Água mole em pedra dura

Catarina Mesquita

Na primeira viragem do calendário gregoriano que passei em Macau estranhei a ausência de pessoas na rua para ver o fogo-de-artifício já que o “countdown” tinha vindo a ser fortemente anunciado.

Sabia que aquela passagem de ano pouco dizia aos locais que, cerca de um mês e meio depois, estariam a celebrar em grande a entrada no “seu” novo ano. No entanto, a ingenuidade levou-me a pensar que a curiosidade pudesse vir a encher a Avenida dos Jogos da Ásia Oriental, junto à linha de água, de máquinas fotográficas, copinhos e petiscos.

A poucos minutos da meia-noite a estrada continuava vazia como nos outros dias “normais” e, apenas no alto da montanha da Taipa Pequena, encontrei um grupo de jovens, silenciosos e concentrados, que fotografavam os foguetes lançados junto à Torre de Macau.

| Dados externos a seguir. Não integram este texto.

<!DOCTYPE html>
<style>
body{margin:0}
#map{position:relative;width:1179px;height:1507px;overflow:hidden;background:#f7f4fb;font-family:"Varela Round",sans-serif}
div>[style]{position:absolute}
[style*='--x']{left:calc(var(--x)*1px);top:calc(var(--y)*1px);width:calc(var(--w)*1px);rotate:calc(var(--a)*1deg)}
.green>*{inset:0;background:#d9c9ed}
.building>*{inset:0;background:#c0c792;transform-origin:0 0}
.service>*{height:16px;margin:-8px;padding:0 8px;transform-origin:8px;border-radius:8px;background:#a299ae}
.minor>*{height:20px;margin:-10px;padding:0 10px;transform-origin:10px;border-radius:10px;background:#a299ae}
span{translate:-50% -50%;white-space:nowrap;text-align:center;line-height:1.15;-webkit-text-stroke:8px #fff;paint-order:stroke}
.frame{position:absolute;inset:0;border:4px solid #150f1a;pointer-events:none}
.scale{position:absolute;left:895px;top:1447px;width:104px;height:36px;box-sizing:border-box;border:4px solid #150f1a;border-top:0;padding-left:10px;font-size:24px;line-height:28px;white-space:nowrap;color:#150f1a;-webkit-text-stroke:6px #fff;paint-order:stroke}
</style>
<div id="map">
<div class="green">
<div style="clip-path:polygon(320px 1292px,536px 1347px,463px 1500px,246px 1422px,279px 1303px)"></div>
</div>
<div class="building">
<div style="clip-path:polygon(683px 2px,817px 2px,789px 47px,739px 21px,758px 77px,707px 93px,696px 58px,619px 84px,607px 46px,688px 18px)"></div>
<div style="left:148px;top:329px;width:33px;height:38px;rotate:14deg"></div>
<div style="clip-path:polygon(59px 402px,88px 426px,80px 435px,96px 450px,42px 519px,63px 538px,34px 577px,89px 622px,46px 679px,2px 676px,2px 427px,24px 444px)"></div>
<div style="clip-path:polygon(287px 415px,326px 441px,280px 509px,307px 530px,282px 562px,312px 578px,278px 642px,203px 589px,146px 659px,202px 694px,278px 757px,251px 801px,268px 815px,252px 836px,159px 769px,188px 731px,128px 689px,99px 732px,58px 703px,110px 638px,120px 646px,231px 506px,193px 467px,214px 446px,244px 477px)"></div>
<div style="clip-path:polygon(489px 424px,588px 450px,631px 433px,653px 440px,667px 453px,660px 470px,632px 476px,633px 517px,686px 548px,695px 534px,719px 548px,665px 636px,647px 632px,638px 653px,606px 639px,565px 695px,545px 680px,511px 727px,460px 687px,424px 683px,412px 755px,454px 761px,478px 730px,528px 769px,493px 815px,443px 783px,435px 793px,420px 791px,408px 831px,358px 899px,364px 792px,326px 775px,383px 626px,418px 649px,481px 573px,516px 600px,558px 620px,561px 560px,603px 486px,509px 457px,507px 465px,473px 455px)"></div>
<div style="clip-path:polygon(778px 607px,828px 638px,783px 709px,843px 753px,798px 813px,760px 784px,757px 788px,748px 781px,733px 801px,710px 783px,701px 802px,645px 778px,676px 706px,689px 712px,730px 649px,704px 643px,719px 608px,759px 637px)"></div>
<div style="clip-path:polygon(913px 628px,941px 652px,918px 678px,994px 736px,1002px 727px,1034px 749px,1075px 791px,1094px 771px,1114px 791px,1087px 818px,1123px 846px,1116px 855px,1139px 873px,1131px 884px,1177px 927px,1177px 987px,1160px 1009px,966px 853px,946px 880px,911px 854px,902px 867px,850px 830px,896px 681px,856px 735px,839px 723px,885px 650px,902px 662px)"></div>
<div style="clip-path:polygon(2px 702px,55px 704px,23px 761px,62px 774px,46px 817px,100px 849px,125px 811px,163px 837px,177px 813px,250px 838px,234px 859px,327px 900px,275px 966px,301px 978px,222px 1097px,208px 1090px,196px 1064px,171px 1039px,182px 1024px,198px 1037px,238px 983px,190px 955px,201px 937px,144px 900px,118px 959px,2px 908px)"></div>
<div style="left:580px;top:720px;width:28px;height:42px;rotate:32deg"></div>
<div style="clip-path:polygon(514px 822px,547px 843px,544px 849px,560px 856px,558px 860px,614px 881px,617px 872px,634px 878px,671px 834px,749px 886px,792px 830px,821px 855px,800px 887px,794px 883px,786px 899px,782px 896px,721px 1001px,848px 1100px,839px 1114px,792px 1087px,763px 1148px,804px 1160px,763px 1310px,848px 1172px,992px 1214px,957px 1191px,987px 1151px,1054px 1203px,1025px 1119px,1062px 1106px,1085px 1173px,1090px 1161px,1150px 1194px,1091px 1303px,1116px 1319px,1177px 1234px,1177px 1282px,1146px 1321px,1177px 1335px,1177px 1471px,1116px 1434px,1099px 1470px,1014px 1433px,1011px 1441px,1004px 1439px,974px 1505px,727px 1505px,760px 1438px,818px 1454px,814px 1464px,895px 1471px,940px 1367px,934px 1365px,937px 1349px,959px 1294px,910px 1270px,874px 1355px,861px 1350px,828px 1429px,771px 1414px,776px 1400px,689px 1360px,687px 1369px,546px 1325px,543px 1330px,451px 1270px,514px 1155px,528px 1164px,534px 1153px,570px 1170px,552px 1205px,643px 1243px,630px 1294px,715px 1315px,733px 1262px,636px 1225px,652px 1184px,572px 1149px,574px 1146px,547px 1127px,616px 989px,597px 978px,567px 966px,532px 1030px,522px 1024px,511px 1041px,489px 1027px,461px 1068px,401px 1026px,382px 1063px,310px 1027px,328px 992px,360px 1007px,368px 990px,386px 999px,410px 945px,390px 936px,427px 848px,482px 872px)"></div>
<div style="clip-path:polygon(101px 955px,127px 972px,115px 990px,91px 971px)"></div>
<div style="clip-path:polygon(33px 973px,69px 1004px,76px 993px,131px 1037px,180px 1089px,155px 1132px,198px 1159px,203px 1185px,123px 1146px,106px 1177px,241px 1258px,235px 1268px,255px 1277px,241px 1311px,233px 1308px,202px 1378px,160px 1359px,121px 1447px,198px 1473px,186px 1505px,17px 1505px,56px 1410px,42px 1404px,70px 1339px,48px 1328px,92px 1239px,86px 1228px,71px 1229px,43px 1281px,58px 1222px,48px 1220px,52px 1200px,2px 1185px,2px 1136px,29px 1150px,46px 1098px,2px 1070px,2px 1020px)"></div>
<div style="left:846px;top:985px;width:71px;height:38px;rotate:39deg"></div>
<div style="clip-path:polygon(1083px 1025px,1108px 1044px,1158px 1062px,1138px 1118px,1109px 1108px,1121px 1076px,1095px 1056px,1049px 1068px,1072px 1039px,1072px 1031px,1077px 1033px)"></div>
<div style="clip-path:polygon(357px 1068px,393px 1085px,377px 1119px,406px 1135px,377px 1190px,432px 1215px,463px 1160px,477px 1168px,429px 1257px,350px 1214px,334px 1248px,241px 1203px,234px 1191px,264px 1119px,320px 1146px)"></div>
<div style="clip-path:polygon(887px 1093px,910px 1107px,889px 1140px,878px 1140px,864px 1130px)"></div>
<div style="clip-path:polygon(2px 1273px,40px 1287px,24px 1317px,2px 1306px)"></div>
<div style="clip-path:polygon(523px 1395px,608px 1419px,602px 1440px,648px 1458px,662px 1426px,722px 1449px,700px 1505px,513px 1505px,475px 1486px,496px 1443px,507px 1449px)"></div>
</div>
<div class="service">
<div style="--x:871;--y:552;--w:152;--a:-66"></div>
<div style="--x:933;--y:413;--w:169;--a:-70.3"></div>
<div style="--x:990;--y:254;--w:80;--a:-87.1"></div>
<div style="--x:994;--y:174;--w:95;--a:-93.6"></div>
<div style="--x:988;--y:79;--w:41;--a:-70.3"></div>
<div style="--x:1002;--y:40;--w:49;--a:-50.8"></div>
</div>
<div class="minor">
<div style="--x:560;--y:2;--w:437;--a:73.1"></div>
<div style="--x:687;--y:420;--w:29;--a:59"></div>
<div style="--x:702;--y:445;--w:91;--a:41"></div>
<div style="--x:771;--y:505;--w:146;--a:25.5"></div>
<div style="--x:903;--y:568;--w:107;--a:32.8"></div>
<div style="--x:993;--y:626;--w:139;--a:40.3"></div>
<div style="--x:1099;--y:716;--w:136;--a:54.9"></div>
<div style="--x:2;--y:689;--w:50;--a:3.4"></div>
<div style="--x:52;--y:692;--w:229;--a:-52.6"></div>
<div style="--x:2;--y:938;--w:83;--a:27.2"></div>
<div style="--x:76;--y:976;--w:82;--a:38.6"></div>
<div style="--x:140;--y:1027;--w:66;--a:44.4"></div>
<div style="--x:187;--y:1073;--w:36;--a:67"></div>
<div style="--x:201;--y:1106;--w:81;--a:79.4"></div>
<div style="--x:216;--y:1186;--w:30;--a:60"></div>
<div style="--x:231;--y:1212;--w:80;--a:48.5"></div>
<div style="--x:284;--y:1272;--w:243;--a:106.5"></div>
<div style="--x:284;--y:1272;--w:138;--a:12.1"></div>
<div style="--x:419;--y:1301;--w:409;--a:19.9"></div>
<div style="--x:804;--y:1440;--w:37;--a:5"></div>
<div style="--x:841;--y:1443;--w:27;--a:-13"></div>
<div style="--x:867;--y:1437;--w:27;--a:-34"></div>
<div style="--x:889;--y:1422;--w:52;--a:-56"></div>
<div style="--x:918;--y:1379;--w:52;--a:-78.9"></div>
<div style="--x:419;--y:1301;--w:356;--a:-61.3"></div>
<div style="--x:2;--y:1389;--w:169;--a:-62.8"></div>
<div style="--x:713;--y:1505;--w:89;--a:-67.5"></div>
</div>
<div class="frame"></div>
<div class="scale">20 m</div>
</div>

Embebida pelo espírito da entrada num novo ano em que tudo era realmente novo para mim, estendi um copo para brindar com o grupo que timidamente aceitou a minha oferta e que, com algum receio, deu um trago na bebida.

Em Portugal, estender um copo ao vizinho do lado era motivo para ficar horas em amena cavaqueira. Já se sabe como é: palavra puxa palavra, palavra puxa copo, copo puxa copo e lá arranjamos ainda mais motivos para festejar como se a entrada num novo ano não chegasse.

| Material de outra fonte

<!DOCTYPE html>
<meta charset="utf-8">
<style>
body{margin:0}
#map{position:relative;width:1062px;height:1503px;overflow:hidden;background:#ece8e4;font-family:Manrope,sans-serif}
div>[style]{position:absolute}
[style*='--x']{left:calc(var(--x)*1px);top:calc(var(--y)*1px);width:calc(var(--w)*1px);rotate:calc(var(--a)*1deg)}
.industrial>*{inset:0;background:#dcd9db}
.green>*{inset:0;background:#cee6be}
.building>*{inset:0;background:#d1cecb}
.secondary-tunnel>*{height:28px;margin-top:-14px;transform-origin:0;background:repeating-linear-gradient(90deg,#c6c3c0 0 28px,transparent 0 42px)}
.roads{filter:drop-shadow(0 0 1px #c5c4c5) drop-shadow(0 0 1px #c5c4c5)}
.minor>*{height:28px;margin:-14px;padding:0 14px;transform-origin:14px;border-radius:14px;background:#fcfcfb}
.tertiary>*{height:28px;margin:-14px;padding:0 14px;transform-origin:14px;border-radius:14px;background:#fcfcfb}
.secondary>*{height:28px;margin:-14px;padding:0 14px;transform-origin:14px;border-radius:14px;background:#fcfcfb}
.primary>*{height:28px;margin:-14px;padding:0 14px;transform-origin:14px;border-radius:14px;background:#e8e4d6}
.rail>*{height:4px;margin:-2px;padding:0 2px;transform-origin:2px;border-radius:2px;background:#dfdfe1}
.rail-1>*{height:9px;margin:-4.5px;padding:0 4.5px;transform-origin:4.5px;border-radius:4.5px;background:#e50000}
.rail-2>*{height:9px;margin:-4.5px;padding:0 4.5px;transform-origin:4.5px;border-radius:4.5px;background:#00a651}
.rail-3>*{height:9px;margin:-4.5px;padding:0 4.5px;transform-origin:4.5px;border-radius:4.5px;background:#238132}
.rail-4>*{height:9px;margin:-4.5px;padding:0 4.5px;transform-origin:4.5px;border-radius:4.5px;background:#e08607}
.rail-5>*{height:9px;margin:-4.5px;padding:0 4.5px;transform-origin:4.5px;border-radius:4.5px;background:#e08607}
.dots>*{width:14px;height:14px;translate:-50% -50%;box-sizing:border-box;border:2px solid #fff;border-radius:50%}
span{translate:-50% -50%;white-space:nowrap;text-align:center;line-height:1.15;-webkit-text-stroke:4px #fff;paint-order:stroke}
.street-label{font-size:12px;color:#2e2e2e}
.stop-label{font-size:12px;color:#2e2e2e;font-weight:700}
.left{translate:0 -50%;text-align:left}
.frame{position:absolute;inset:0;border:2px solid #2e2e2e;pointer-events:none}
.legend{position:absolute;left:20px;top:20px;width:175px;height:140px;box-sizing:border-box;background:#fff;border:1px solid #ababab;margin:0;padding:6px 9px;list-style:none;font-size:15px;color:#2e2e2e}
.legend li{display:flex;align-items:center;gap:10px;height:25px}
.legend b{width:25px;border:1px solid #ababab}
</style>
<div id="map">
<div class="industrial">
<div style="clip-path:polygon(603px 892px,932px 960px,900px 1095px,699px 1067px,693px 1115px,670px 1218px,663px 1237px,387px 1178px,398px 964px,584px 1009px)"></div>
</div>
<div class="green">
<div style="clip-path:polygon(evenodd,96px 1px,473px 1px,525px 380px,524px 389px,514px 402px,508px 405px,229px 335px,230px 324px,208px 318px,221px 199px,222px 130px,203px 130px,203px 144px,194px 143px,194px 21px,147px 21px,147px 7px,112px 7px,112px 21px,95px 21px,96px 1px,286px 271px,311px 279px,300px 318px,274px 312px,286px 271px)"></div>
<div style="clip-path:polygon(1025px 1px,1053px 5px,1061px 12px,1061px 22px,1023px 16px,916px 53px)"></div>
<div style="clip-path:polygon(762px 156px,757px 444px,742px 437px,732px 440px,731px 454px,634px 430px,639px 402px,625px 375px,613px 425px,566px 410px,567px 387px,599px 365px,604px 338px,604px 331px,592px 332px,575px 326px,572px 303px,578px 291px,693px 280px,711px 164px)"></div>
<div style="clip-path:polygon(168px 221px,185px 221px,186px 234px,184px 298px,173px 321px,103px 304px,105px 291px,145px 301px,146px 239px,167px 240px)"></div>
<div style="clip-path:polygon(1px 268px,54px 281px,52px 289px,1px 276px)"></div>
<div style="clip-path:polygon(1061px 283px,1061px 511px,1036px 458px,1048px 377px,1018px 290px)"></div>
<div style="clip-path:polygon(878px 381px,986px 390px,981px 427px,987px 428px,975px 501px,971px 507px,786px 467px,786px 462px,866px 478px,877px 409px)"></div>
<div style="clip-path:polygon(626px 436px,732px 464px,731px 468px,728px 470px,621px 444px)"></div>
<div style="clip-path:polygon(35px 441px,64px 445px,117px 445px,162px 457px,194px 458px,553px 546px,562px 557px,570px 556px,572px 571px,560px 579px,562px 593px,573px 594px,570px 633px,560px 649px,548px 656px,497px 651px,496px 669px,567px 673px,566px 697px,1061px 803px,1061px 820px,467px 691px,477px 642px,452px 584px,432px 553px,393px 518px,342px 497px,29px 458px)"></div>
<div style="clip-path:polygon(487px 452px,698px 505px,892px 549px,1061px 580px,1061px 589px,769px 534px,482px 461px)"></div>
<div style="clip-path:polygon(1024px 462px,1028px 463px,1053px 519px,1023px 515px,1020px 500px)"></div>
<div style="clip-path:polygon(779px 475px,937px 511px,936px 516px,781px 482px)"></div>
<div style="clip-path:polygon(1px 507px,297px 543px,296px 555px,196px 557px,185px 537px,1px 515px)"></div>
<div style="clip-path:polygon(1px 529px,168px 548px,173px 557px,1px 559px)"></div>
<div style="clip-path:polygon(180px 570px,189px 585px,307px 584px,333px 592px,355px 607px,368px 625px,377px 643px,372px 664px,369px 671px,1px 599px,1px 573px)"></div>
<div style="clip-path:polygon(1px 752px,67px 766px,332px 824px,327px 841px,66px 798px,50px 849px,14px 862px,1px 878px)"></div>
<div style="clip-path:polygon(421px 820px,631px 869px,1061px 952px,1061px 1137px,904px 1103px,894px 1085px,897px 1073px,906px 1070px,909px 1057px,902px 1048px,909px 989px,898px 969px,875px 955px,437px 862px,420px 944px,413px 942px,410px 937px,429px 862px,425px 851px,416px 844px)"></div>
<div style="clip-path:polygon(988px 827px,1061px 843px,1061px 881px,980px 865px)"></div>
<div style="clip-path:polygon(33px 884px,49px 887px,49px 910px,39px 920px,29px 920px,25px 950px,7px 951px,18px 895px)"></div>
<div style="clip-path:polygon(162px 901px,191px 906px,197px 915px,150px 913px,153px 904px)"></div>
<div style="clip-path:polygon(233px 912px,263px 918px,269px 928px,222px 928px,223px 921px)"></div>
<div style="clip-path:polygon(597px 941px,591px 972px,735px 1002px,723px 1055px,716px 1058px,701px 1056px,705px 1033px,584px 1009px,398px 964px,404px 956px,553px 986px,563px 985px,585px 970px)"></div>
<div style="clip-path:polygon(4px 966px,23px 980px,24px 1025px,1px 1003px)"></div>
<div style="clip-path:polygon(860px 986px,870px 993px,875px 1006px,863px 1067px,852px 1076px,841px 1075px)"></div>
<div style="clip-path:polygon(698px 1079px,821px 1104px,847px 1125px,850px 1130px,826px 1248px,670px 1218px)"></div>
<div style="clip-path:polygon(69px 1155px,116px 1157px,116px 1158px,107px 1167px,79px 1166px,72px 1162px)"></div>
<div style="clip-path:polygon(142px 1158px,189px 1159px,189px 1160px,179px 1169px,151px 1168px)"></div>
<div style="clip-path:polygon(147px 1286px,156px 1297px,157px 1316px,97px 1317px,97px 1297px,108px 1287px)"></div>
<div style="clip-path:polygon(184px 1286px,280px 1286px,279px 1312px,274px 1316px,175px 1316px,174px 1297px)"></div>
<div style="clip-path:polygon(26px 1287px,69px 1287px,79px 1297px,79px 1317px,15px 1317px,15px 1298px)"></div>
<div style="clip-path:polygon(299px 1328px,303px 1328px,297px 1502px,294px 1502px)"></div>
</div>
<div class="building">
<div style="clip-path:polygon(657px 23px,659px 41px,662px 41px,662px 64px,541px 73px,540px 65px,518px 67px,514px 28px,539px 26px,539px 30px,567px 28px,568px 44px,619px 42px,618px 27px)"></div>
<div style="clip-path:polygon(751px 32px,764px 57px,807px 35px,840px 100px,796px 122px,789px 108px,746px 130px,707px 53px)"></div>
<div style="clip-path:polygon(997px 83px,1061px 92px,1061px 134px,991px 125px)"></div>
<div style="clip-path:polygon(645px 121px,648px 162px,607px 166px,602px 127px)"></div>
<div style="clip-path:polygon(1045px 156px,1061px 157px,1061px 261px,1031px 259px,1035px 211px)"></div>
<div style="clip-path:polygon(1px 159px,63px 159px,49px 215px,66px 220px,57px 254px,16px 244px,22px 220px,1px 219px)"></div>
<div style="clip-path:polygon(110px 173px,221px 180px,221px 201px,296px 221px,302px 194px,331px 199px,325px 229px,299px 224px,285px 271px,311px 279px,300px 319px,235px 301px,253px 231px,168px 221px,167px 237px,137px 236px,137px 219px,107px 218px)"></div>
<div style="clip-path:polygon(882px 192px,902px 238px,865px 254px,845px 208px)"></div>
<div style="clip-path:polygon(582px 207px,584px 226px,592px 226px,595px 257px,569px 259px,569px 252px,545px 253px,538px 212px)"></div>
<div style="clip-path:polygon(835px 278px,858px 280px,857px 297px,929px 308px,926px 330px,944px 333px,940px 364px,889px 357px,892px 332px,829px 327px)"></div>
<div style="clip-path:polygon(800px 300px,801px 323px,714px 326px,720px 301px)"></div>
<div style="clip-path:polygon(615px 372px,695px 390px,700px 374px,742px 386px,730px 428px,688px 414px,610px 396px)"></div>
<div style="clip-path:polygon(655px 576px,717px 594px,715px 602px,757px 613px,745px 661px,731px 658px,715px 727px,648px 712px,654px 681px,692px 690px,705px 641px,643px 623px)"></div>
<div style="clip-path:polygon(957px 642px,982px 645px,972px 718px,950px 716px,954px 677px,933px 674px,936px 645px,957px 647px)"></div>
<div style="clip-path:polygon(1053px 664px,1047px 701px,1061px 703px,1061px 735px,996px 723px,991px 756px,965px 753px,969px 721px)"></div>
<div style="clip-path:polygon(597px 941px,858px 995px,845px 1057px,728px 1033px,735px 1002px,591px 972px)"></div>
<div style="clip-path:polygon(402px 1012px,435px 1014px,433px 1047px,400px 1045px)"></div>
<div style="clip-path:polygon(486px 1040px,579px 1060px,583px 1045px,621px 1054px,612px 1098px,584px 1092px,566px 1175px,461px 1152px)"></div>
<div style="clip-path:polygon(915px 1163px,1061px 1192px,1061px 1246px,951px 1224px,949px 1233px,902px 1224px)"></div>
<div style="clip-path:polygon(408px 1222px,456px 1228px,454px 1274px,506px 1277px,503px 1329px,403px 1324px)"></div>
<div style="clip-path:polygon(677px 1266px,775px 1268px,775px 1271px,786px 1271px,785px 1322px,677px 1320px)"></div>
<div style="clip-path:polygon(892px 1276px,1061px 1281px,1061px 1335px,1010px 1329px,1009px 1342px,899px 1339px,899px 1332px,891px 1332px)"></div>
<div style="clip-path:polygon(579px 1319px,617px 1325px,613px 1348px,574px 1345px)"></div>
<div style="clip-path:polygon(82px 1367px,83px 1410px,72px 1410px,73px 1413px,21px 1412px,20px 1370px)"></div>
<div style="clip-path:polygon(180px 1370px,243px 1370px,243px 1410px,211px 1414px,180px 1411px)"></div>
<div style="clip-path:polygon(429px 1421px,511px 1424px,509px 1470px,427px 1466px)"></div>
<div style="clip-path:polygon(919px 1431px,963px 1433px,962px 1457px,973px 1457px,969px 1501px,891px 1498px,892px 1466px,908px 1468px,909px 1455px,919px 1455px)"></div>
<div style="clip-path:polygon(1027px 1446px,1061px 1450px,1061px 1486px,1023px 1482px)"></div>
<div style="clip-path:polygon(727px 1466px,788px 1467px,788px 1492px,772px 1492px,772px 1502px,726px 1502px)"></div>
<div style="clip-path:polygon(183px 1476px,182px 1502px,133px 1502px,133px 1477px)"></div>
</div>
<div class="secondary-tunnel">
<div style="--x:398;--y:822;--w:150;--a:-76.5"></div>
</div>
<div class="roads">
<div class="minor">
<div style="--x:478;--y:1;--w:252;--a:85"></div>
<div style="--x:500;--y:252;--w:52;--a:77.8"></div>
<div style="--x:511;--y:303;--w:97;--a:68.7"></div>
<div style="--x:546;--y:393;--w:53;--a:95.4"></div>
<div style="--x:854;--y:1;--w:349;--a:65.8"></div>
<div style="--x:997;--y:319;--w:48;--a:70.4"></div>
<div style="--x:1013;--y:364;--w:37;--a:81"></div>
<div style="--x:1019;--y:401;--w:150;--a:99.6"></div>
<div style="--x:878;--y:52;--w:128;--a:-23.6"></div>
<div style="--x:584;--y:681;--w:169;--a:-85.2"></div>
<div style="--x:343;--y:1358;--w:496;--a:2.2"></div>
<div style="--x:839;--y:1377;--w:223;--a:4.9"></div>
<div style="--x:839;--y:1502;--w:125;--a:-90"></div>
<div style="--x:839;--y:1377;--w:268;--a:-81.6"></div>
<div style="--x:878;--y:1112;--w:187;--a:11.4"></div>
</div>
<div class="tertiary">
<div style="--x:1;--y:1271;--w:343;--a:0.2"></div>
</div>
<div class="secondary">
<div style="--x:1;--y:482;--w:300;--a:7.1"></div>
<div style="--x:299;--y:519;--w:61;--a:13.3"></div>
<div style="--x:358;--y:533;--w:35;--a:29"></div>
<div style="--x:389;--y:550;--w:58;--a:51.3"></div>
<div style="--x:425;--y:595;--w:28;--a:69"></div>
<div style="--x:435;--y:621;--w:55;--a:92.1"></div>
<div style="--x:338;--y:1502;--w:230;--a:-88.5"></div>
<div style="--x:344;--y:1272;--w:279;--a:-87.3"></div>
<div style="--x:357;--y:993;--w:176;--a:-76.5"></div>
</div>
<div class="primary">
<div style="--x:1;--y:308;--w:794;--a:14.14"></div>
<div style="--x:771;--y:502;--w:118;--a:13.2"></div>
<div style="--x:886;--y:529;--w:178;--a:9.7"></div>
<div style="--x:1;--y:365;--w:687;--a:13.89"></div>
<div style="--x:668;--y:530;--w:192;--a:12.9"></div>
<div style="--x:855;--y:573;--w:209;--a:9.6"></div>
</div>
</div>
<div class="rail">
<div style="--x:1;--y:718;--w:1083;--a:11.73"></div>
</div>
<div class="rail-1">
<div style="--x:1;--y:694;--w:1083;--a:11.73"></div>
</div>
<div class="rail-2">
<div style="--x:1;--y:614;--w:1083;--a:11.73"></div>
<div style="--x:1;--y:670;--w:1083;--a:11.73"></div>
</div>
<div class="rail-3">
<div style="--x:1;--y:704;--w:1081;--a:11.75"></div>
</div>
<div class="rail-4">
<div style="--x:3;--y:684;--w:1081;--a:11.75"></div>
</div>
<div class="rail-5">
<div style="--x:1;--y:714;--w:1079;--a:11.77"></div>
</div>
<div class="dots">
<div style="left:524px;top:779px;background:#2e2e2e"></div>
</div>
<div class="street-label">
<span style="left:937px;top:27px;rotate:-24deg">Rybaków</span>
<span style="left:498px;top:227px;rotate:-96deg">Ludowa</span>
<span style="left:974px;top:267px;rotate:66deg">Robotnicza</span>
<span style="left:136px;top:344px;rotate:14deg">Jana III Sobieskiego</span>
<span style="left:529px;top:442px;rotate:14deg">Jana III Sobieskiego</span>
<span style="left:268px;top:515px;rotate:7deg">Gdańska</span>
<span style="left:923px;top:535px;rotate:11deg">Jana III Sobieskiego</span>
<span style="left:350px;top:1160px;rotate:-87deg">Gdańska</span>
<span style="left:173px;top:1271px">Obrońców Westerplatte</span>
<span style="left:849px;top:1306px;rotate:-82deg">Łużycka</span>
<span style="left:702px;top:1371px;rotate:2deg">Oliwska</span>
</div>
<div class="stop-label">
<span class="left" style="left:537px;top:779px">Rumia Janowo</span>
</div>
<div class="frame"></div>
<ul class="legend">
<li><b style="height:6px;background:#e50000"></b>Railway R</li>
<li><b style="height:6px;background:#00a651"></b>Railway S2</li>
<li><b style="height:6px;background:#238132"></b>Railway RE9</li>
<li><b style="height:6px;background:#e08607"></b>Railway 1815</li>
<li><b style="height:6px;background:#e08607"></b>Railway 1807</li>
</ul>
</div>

Porém, aqui não foi o que aconteceu. Não pela barreira linguística mas porque o grupo simplesmente não viu motivo para tanta algazarra. Por momentos pensei que, tendo em conta que estávamos na noite de maior celebração do ano, aquele grupo estava descontextualizado: boa disposição contida, ausência de brindes e silêncio não casavam com uma noite de festa.

Um mês depois o Ano Novo Chinês chegou em força e percebi quem é que estava realmente fora de contexto. Numa das noites de celebração comprei um foguete para, segundo os supersticiosos, espantar os espíritos. No entanto, foi ao ver algumas pessoas a carregarem paus de incenso com o dobro da sua altura ou a comprarem caixas com 188 mil panchões – número auspicioso – que percebi que eu comprar o foguete mais pequeno que havia à venda tinha a mesma proporção que aceitar a medo o copo de um desconhecido na noite do “countdown”. Era ridículo.

O ano da cabra chegou e com ele os sorrisos, o barulho dos panchões a estalar, a dança do dragão e a algazarra toda… E porque não estava eu embebida agora por esse espírito de festa? Percebi que injustamente julguei a cultura oriental pouco “festeira”. Mas Macau surpreendeu-me mais uma vez com as celebrações de vários dias e noites.

Ainda assisto a discussões se este é o ano da cabra ou da ovelha. Seja como for, a verdade é que inspirada ou não pelo novo animal que agora sobe ao trono eu me sinto uma ovelha negra ou melhor uma ovelha choné (como a personagem de ficção da moda) quando percebo que ainda tenho tanto para aprender numa lista infindável de rituais de ano novo. Choné, o mais possível, quando vejo que a celebração do Ano Novo Lunar dá dez a zero à simplicidade de apenas ver fogo-de-artifício à meia-noite e brindar com os amigos de sempre e com os novos que se fazem talvez nessa noite.